Keep every word the same. Repeat the records without their images.

^^^^

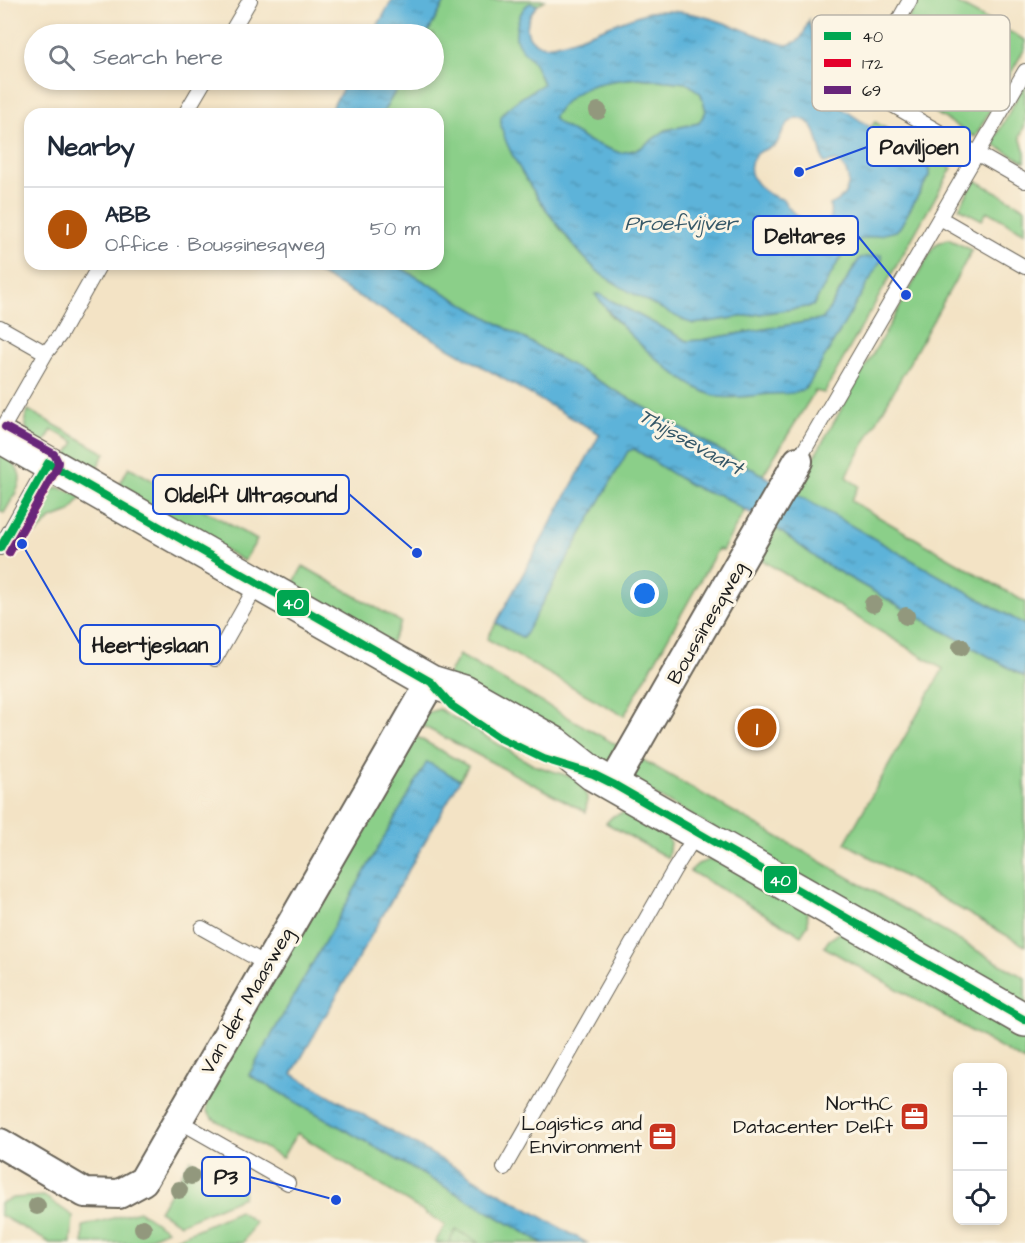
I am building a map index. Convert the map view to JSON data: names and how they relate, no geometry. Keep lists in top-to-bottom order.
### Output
{
  "streets": {
    "street": ["Boussinesqweg", "Van der Maasweg"]
  },
  "water": ["Proefvijver", "Thijssevaart"],
  "places": {
    "other": [
      "Paviljoen",
      "Deltares",
      "Heertjeslaan",
      "Oldelft Ultrasound",
      "P3"
    ],
    "office": ["NorthC Datacenter Delft", "Logistics and Environment"]
  },
  "lines": ["transit line 69", "transit line 40", "transit line 172"],
  "legend": ["40", "172", "69"],
  "page": {
    "search": "Search here",
    "heading": "Nearby",
    "list": [
      {
        "mark": "1",
        "name": "ABB",
        "note": "Office · Boussinesqweg",
        "value": "50 m"
      }
    ],
    "pins": "1",
    "map_buttons": ["+", "−"]
  }
}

^^^^

■ **Answer for this exercise**:
I am building a map index. Convert the map view to JSON data: names and how they relate, no geometry. Keep lists in top-to-bottom order.
### Output
{
  "streets": {
    "street": ["Boussinesqweg", "Van der Maasweg"]
  },
  "water": ["Proefvijver", "Thijssevaart"],
  "places": {
    "other": [
      "Paviljoen",
      "Deltares",
      "Heertjeslaan",
      "Oldelft Ultrasound",
      "P3"
    ],
    "office": ["NorthC Datacenter Delft", "Logistics and Environment"]
  },
  "lines": ["transit line 69", "transit line 40", "transit line 172"],
  "legend": ["40", "172", "69"],
  "page": {
    "search": "Search here",
    "heading": "Nearby",
    "list": [
      {
        "mark": "1",
        "name": "ABB",
        "note": "Office · Boussinesqweg",
        "value": "50 m"
      }
    ],
    "pins": "1",
    "map_buttons": ["+", "−"]
  }
}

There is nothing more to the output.